Would you reproduce the whole listing exactly, minus its images?

- **DATA FOR THIS EXERCISE**:
+++

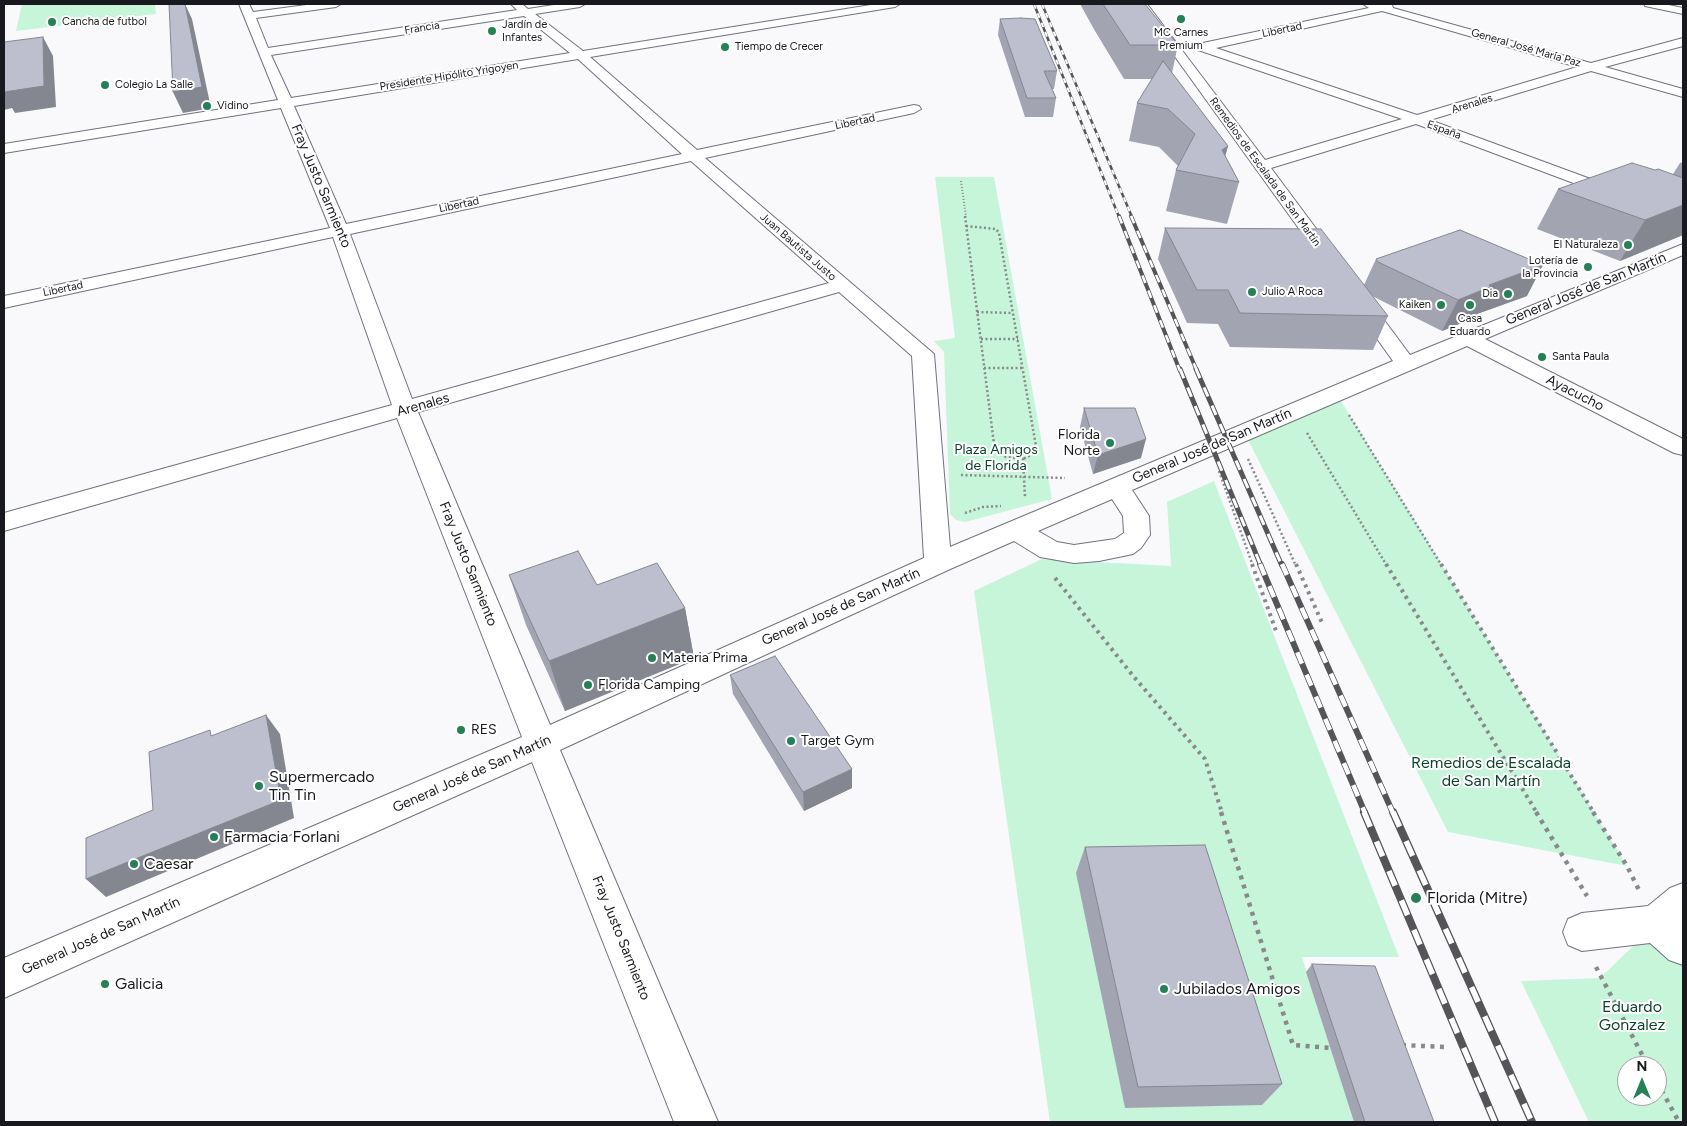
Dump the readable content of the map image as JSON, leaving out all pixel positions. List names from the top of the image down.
{
  "streets": {
    "street": [
      "Francia",
      "Libertad",
      "General José María Paz",
      "Presidente Hipólito Yrigoyen",
      "Arenales",
      "España",
      "Remedios de Escalada de San Martín",
      "Fray Justo Sarmiento",
      "Juan Bautista Justo",
      "General José de San Martín",
      "Ayacucho"
    ]
  },
  "crossings": [
    ["Francia", "Fray Justo Sarmiento"],
    ["Francia", "Juan Bautista Justo"],
    ["Libertad", "General José María Paz"],
    ["Libertad", "España"],
    ["Libertad", "Fray Justo Sarmiento"],
    ["Libertad", "Juan Bautista Justo"],
    ["General José María Paz", "Arenales"],
    ["Presidente Hipólito Yrigoyen", "Fray Justo Sarmiento"],
    ["Presidente Hipólito Yrigoyen", "Juan Bautista Justo"],
    ["Arenales", "España"],
    ["Arenales", "Remedios de Escalada de San Martín"],
    ["Arenales", "Fray Justo Sarmiento"],
    ["Arenales", "Juan Bautista Justo"],
    ["Fray Justo Sarmiento", "General José de San Martín"],
    ["Juan Bautista Justo", "General José de San Martín"],
    ["General José de San Martín", "Ayacucho"]
  ],
  "parks": ["Plaza Amigos de Florida", "Remedios de Escalada de San Martín", "Eduardo Gonzalez"],
  "places": [
    "MC Carnes Premium",
    "Cancha de futbol",
    "Jardín de Infantes",
    "Tiempo de Crecer",
    "Colegio La Salle",
    "Vidino",
    "El Naturaleza",
    "Lotería de la Provincia",
    "Julio A Roca",
    "Dia",
    "Kaiken",
    "Casa Eduardo",
    "Santa Paula",
    "Florida Norte",
    "Materia Prima",
    "Florida Camping",
    "RES",
    "Target Gym",
    "Supermercado Tin Tin",
    "Farmacia Forlani",
    "Caesar",
    "Florida (Mitre)",
    "Galicia",
    "Jubilados Amigos"
  ],
  "north": "top"
}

+++

- **RESULT**:
Dump the readable content of the map image as JSON, leaving out all pixel positions. List names from the top of the image down.
{
  "streets": {
    "street": [
      "Francia",
      "Libertad",
      "General José María Paz",
      "Presidente Hipólito Yrigoyen",
      "Arenales",
      "España",
      "Remedios de Escalada de San Martín",
      "Fray Justo Sarmiento",
      "Juan Bautista Justo",
      "General José de San Martín",
      "Ayacucho"
    ]
  },
  "crossings": [
    ["Francia", "Fray Justo Sarmiento"],
    ["Francia", "Juan Bautista Justo"],
    ["Libertad", "General José María Paz"],
    ["Libertad", "España"],
    ["Libertad", "Fray Justo Sarmiento"],
    ["Libertad", "Juan Bautista Justo"],
    ["General José María Paz", "Arenales"],
    ["Presidente Hipólito Yrigoyen", "Fray Justo Sarmiento"],
    ["Presidente Hipólito Yrigoyen", "Juan Bautista Justo"],
    ["Arenales", "España"],
    ["Arenales", "Remedios de Escalada de San Martín"],
    ["Arenales", "Fray Justo Sarmiento"],
    ["Arenales", "Juan Bautista Justo"],
    ["Fray Justo Sarmiento", "General José de San Martín"],
    ["Juan Bautista Justo", "General José de San Martín"],
    ["General José de San Martín", "Ayacucho"]
  ],
  "parks": ["Plaza Amigos de Florida", "Remedios de Escalada de San Martín", "Eduardo Gonzalez"],
  "places": [
    "MC Carnes Premium",
    "Cancha de futbol",
    "Jardín de Infantes",
    "Tiempo de Crecer",
    "Colegio La Salle",
    "Vidino",
    "El Naturaleza",
    "Lotería de la Provincia",
    "Julio A Roca",
    "Dia",
    "Kaiken",
    "Casa Eduardo",
    "Santa Paula",
    "Florida Norte",
    "Materia Prima",
    "Florida Camping",
    "RES",
    "Target Gym",
    "Supermercado Tin Tin",
    "Farmacia Forlani",
    "Caesar",
    "Florida (Mitre)",
    "Galicia",
    "Jubilados Amigos"
  ],
  "north": "top"
}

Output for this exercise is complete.